Die Straße von Hormus ist für wichtige LNG-Exporteure wie Katar sowie zahlreiche Ölexporteure der einzige Seeweg, der in offene Gewässer mündet. Die Meerenge verläuft zwischen der Küste des Iran und Halbinsel Musandam, die politisch zum Oman gehört.

„Es wird keine andere Route für die meisten Mengen geben und wir sprechen hier von rund 20% des weltweiten Öl- und 20% des weltweiten LNG-Angebots“, sagte Kavonic.

Eine Unterbrechung der Lieferungen über die Route würde sich deutlich stärker als die Ölkrise in den 1970ern auswirken, da in diesem Fall die Öl- und die Gaswirtschaft gleichzeitig betroffen wären.

Der Preis für Öl konnte damit auf 200 USD/bbl steigen, während für LNG 50-100 USD/MMBtu fällig würden, erwartete der Analyst.

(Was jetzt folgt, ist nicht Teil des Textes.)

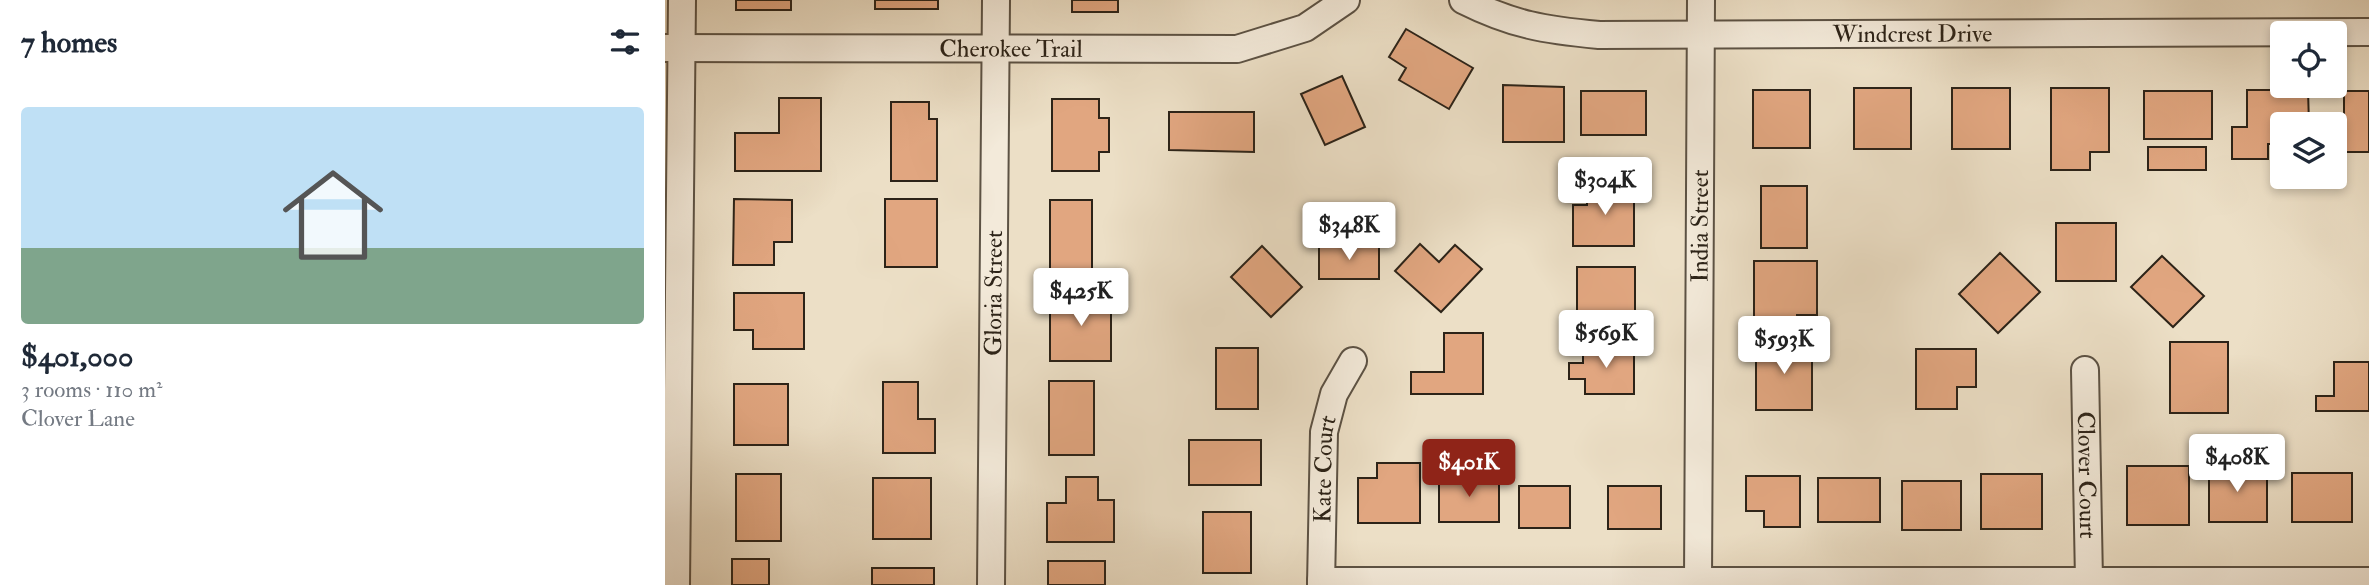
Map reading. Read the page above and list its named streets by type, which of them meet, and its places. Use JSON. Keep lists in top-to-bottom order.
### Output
{
  "streets": {
    "street": [
      "Windcrest Drive",
      "Cherokee Trail",
      "India Street",
      "Gloria Street",
      "Kate Court",
      "Clover Court"
    ]
  },
  "crossings": [
    ["Windcrest Drive", "India Street"],
    ["Cherokee Trail", "Gloria Street"]
  ],
  "page": {
    "heading": "7 homes",
    "list": [
      {
        "name": "$401,000",
        "note": "3 rooms · 110 m² · Clover Lane"
      }
    ],
    "price": [
      "$304K",
      "$348K",
      "$425K",
      "$569K",
      "$593K",
      "$408K",
      "$401K"
    ]
  }
}
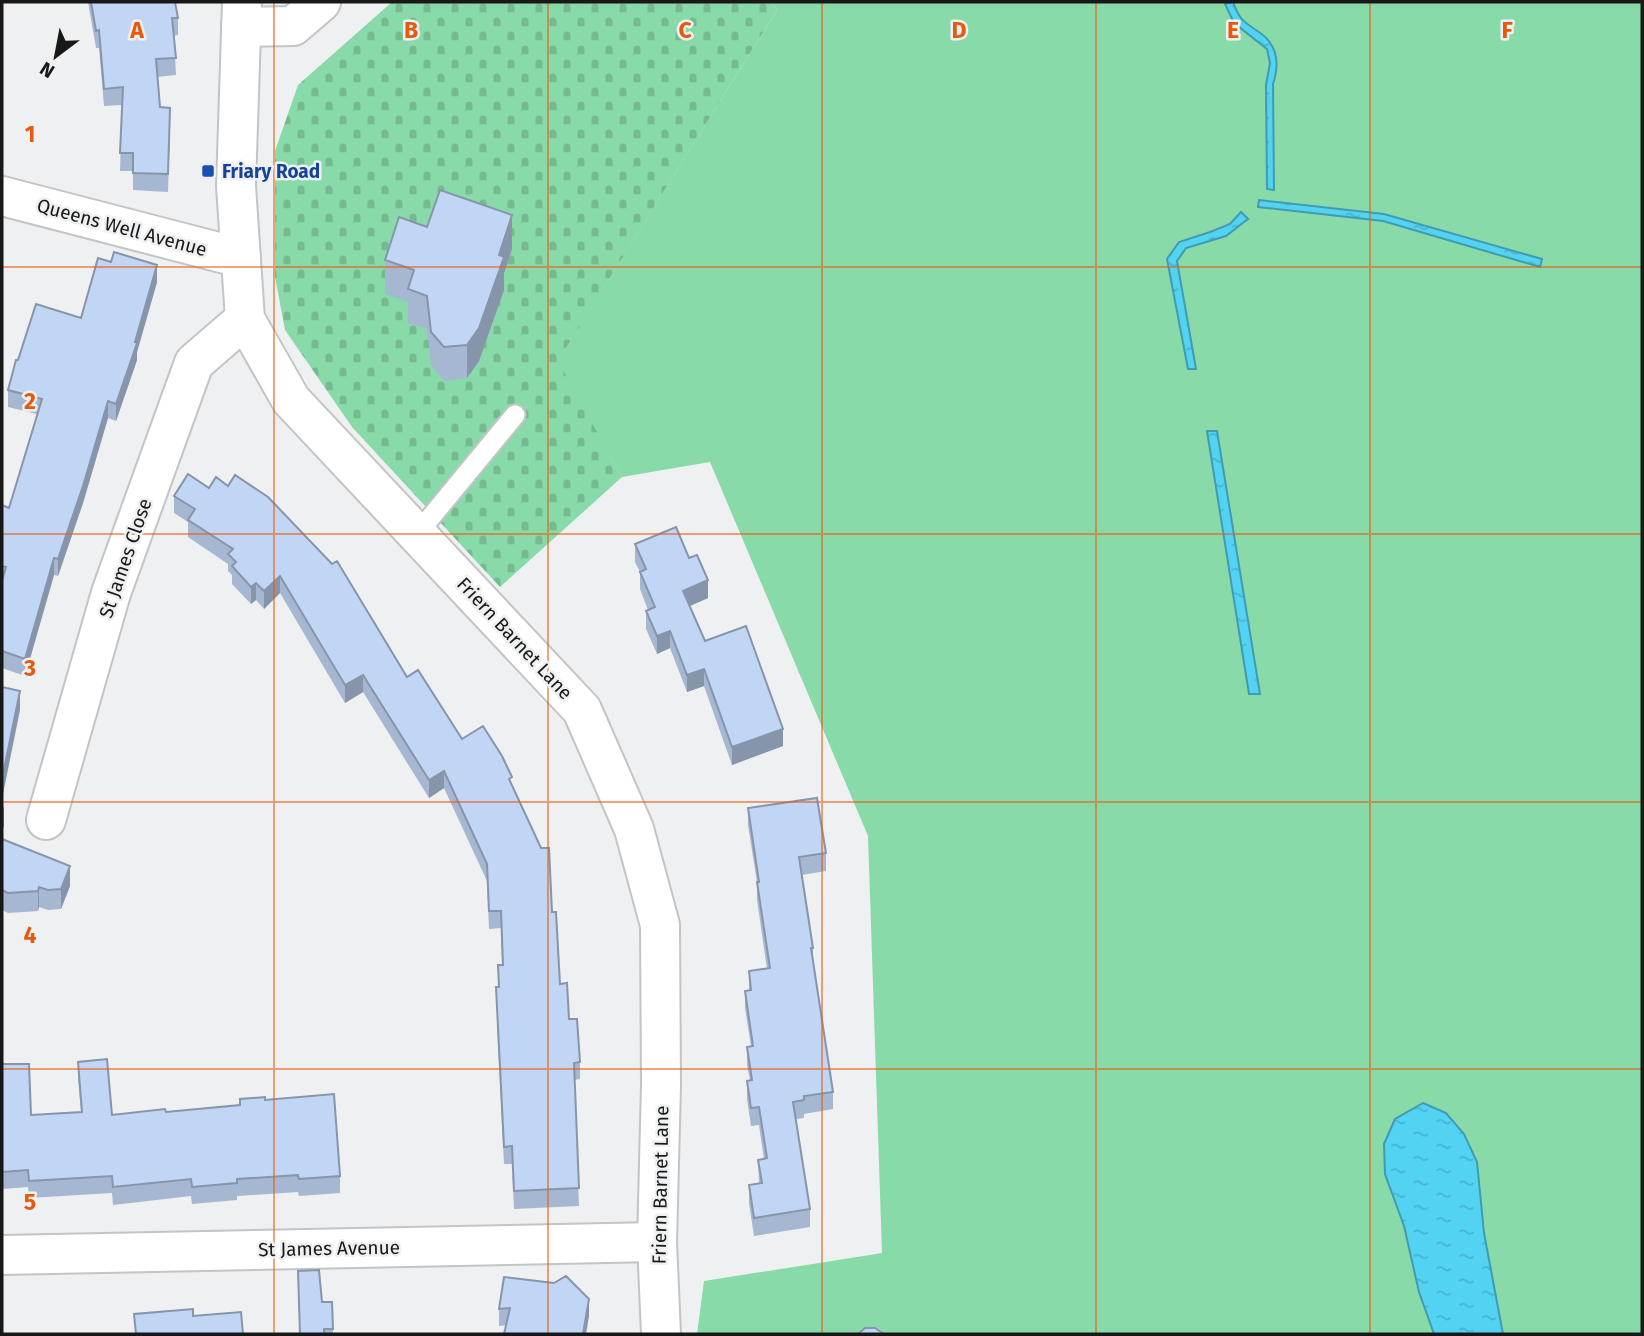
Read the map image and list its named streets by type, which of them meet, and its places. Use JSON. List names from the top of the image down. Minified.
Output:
{"streets":{"street":["Queens Well Avenue","St James Close","Friern Barnet Lane","St James Avenue"]},"crossings":[["Queens Well Avenue","Friern Barnet Lane"],["St James Close","Friern Barnet Lane"],["Friern Barnet Lane","St James Avenue"]],"places":{"transit":["Friary Road"]},"north":"bottom left","grid":{"columns":["A","B","C","D","E","F"],"rows":["1","2","3","4","5"]}}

Der Preis für Rohöl der Sorte Brent lag zuletzt bei unter 80 USD/bbl, während der Frontmonat für LNG am asiatischen Leitmarkt JKM für 9,50 USD/MMBtu gehandelt wurde.

Das Potenzial für eine Ausweitung des Konfliktes wachse seit dem Angriff der militanten Hamas auf Israel im Oktober 2023 jeden Tag weiter, sagte Kavonic.